Unfortunately, the toys themselves, dubbed “Original Minis,” are not rocket-powered, but instead use super-advanced “pull-back” technology to zoom forward in a straight line when you drag them back along a flat surface. The initial batch will arrive in spring of this year and include 12 different cars, with more products coming at a later date, the company’s press release said.
All the Rocket League Original Minis will be based on cars in the game, including the Octane, Dominus, Masamune, Hotshot, Grog, X-Devil, Merc, and Backfire models. there will also be”variant decorations to collect” for each. Each Original Mini will come in a Rocket League ball and limited quantities will include a code for exclusive rocket trail and wheel decorations within the game. More details, including price and a firm release date, will be announced later.
Rocket League is one of the more fun indie success stories in recent years.
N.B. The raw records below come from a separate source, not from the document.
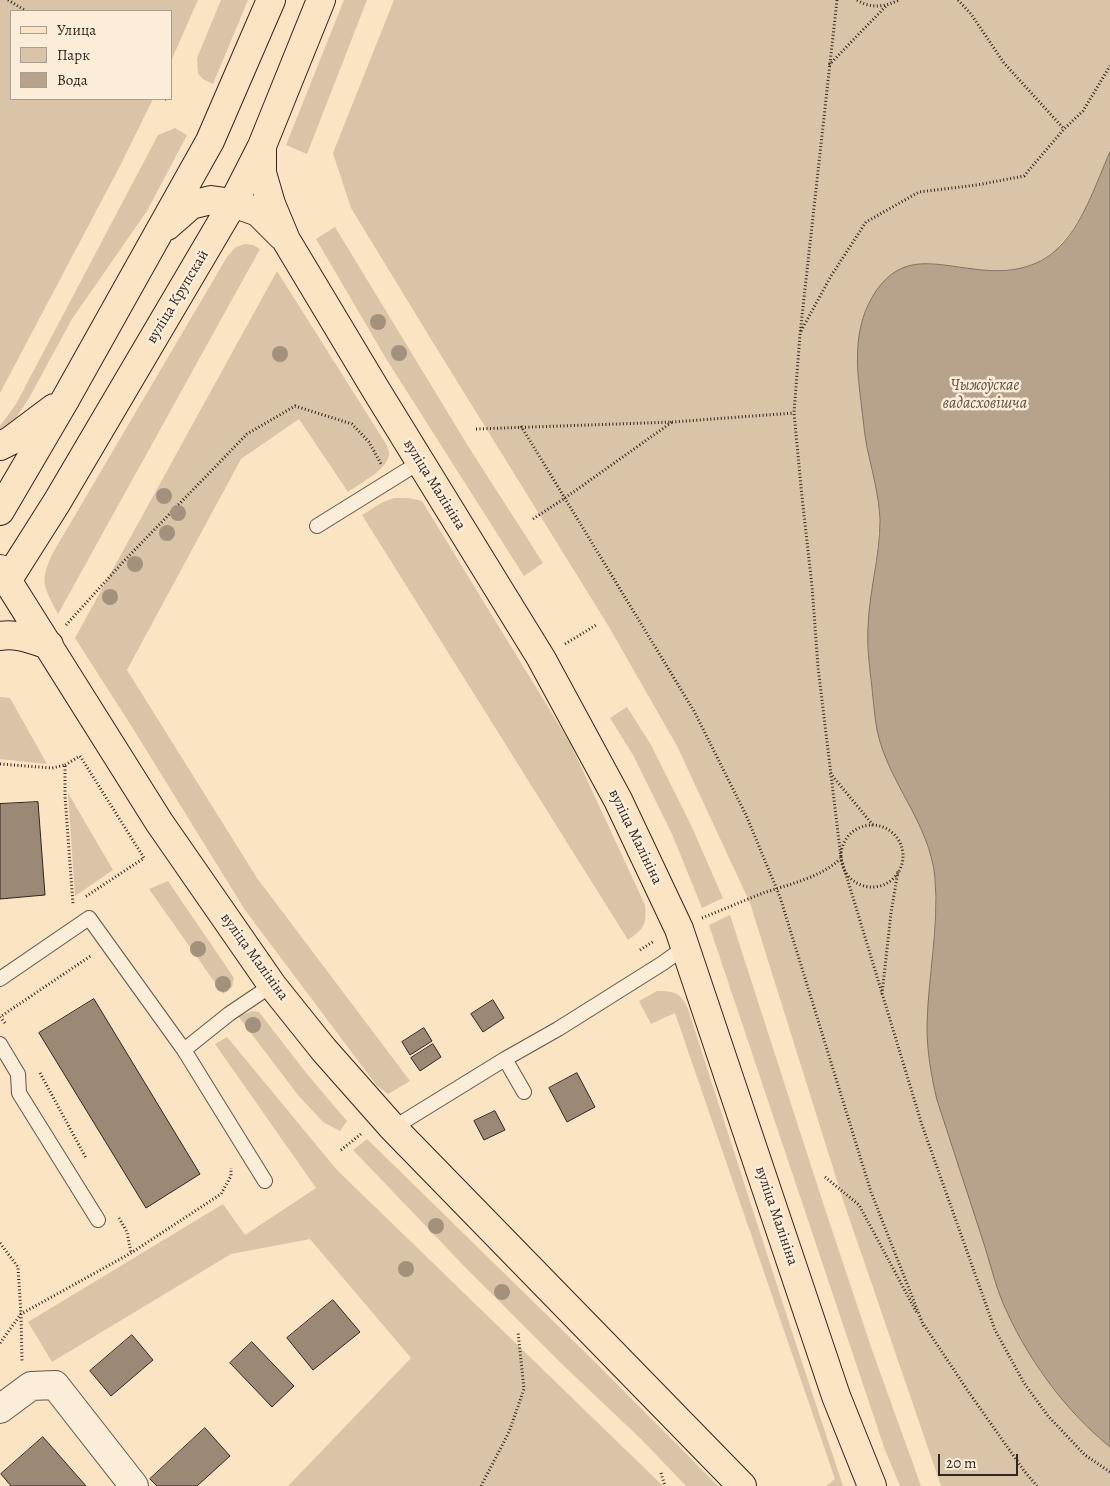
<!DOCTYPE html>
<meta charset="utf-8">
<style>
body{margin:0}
#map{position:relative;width:1110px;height:1486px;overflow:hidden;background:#fbe4c4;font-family:Alegreya,serif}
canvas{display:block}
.legend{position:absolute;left:10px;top:10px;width:162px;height:90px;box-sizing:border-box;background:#fcedd9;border:1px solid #ab9d8f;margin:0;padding:6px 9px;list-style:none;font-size:15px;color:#32251f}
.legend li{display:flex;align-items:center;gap:10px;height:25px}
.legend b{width:25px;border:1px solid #ab9d8f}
.scale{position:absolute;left:938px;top:1454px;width:80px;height:22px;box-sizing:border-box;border:2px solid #32251f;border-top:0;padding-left:6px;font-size:15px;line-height:18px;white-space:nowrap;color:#32251f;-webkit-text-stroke:4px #fcedd9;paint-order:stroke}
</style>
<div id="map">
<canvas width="1110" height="1486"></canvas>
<ul class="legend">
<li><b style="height:6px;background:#fbe4c4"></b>Улица</li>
<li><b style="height:14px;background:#d9c4a8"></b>Парк</li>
<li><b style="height:14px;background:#b7a38c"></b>Вода</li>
</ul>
<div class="scale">20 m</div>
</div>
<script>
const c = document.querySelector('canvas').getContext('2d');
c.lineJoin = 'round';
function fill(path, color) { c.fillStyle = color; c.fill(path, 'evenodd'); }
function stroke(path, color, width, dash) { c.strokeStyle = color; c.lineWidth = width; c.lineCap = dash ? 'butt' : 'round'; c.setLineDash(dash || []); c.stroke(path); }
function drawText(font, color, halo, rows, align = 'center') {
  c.font = font + ' Alegreya,serif'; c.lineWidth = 5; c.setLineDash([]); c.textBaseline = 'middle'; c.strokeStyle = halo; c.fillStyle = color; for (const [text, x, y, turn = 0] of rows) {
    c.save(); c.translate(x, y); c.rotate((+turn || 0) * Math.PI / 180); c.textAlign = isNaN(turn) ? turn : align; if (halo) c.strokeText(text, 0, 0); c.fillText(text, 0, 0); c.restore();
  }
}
const green = new Path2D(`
 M0,0h198l-27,61v-50h-160v88h142l-33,67 -120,227z
 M221,0h27l-35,84 -10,-5 -5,-5 -1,-16z
 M344,0h23l-60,154 -21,-9z
 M394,0h716v152l-25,58 -15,23 -15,18 -18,12 -19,6 -22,2 -24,-2 -42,-6 -42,15 -10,11 -9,14 -6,15 -4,16 -1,48 9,66 6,20 7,40 -2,35 -10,85v19l6,66 4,19 11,34 28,51 8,21 7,19 3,21v40l-8,111 1,23 3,23 75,236c12,22 23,45 38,66 19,26 42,50 66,70v39h-169l-97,-283 -94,-300 -73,-157 -68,-119 -180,-291 -78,-128 -18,-55z
 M175,128l12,7 -40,76 -75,108 -43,79 -13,20 -8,7 -8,4v-3l16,-22 142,-269z
 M335,227l133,219 75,117 -19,13 -139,-219 -69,-118z
 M245,244l8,1 7,4 -202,365c-15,-29 -19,-33 -4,-63l173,-294 9,-10z
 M277,271l109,173c1,3 2,5 3,8 1,17 -29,31 -41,40l-49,-73 -58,40 -114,211 130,208 153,203 -22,13 -11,-8 -132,-176 -113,-183 -57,-89z
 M394,498h15l13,3 148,242 75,162c2,21 -1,23 -17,35l-266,-425 21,-13z
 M0,697l10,1 37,66 -47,-5z
 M627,707l24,38 40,80 32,73 -21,10 -30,-74 -39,-79 -23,-37z
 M68,793l45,77 -38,26z
 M168,881l66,97 -2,9 -9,7 -74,-105z
 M730,915l95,294 47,141 49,136h-21l-15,-36 -176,-525z
 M657,991c18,0 24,2 31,18l105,326 50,151h-17l9,-7 -160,-466 -24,11 -12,-23z
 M253,1011l6,1 48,62 40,47 -7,10 -17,-9 -25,-27 -60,-79z
 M227,1037l110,133 326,316h-375l123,-128 -101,-119 -79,15 -179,108 -24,-40 195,-118 22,31 71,-47 -101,-144z
 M367,1139l226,221 125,126h-32l-44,-46 -78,-74 -99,-99 -112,-117z`);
const water = new Path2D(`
 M1110,152v1295c-44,-36 -79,-83 -103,-135 -10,-20 -16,-46 -23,-68 -16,-48 -31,-96 -47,-144 -6,-25 -10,-48 -10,-74 1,-49 12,-99 8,-148 -5,-55 -47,-95 -58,-148 -3,-17 -4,-34 -6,-51 -2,-17 -4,-34 -3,-51 1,-36 12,-72 12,-108 -1,-25 -8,-49 -13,-73 -3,-15 -4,-30 -6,-45 -5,-38 -8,-77 15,-111 27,-39 59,-26 98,-22 29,4 58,2 81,-18 28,-25 40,-66 55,-99z`);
const building = new Path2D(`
 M38,802l7,93 -45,4v-95z
 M94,999l106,175 -54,34 -107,-175z
 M493,1000l11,18 -21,14 -12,-18z
 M424,1028l8,13 -22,14 -8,-13z
 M433,1044l8,13 -21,14 -9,-13z
 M577,1073l18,34 -28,15 -18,-34z
 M495,1111l10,19 -21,10 -10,-19z
 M333,1300l27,32 -47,38 -26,-32z
 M132,1335l21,25 -42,36 -21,-25z
 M252,1342l42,44 -22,21 -42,-44z
 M205,1428l25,28 -33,30h-40l-7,-7z
 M43,1437l43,49h-75l-10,-12z`);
const path = new Path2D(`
 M8,0l18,11
 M837,0l-37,334 -6,79 8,84 10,89 6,81 23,191 81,267 73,205 29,53 24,33 37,39 25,17
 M857,0c14,9 28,7 42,0
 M958,0l13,14 33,49 60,66
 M829,65l57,-59
 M165,99h1
 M801,331l30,-55 35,-54 53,-30 58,-7 47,-9 40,-47 19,-18 27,-45
 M521,426l173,285 52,104 34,82 91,295 53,135
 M476,429l196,-7 122,-9
 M533,519l32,-21 107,-76
 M66,625l57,-63 124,-128 48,-28 57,18 17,18 12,22
 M565,644l31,-19
 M0,764l52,4 13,-3v31l8,108
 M65,765l15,-9 64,102 -59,39
 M830,773l43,52
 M841 856a31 31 0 1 1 62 0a31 31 0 1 1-62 0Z
 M702,918c20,-8 41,-17 61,-25 24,-8 59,-16 77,-34
 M640,950l14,-9
 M882,994l9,-81 7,-42
 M5,1023l-5,-6 92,-62
 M40,1073l46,85
 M341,1150l20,-16
 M825,1177l34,28 58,108
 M119,1218l8,14 4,21
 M0,1243l18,24 3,47 1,48
 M924,1325l46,69 55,78 12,14
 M0,1343l21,-29 110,-61 90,-59 10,-18v-8
 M661,1473l4,13
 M481,1486l28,-54 15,-43 -6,-57`);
const service = new Path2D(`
 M317,526l103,-64
 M0,979l89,-61 95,132 81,131
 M0,1044l18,30 1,19 79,127
 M184,1050l45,-36 43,-29
 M505,1059l19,33
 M393,1128l112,-69 53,-30 105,-66 22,-16`);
const minor = new Path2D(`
 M0,1409l31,-23 24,-1 79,101`);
const primary = new Path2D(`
 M262,146v27l9,31 15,36 90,150 165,268 77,142 61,129 157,467 36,90
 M167,226l24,-21 20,-5 22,3 25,9 24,24
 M0,446l10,-5 44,-33
 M0,511l65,-111 145,-259 61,-141
 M0,569l159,253 113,163 52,65 69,78 349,358
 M7,581l50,-79 176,-299 29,-57 59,-146
 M0,636c17,-3 33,4 49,9`);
const trees = [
 [378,322],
 [399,353],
 [280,354],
 [164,496],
 [178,513],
 [167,533],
 [135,564],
 [110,597],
 [198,949],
 [223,984],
 [253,1025],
 [436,1226],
 [406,1269],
 [502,1292]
];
const streetNames = [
 ["вуліца Крупскай",178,297,-59],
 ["вуліца Малініна",434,485,58],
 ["вуліца Малініна",635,837,64],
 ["вуліца Малініна",254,957,54],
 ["вуліца Малініна",776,1216,71]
];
const waterNames = [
 ["Чыжоўскае",985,386],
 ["вадасховішча",985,404]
];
fill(green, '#d9c4a8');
fill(water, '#b7a38c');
stroke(water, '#827160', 1);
fill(building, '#9b8875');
stroke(building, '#32251f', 1);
stroke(service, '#645548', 16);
stroke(minor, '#645548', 30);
stroke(primary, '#32251f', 30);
stroke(path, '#32251f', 3, [1, 2.5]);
stroke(service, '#fcedd9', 14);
stroke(minor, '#fcedd9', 28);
stroke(primary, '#fbe4c4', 28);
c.fillStyle = '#a4917c';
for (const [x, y] of trees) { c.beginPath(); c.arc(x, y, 8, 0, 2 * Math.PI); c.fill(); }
drawText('15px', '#32251f', '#fcedd9', streetNames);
drawText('italic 16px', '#615145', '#fcedd9', waterNames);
</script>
It launched in 2015 and found early success among PlayStation Plus subscribers who got it free the first month it was available. It launched on Windows, as well and was later ported to Xbox One, OS X and Linux.
The game is actually a sequel to a 2008 game called Supersonic Acrobatic Rocket-Powered Battle-Cars, which met with mixed success on PS3 but earned a small fan following. Now, Rocket League is a huge success, with 5 million copies sold and 15 million players as of last summer. Rocket League is also a popular esport, with competitions taking place through Major League Gaming, the ESL, and Psyonix’s Rocket League Championship Series.
Psyonix is launching the toy Rocket League cars in partnership with Zag Toys, a licensed toy expert previously responsible for tie-ins including various Marvel properties, Steven Universe, and Transformers.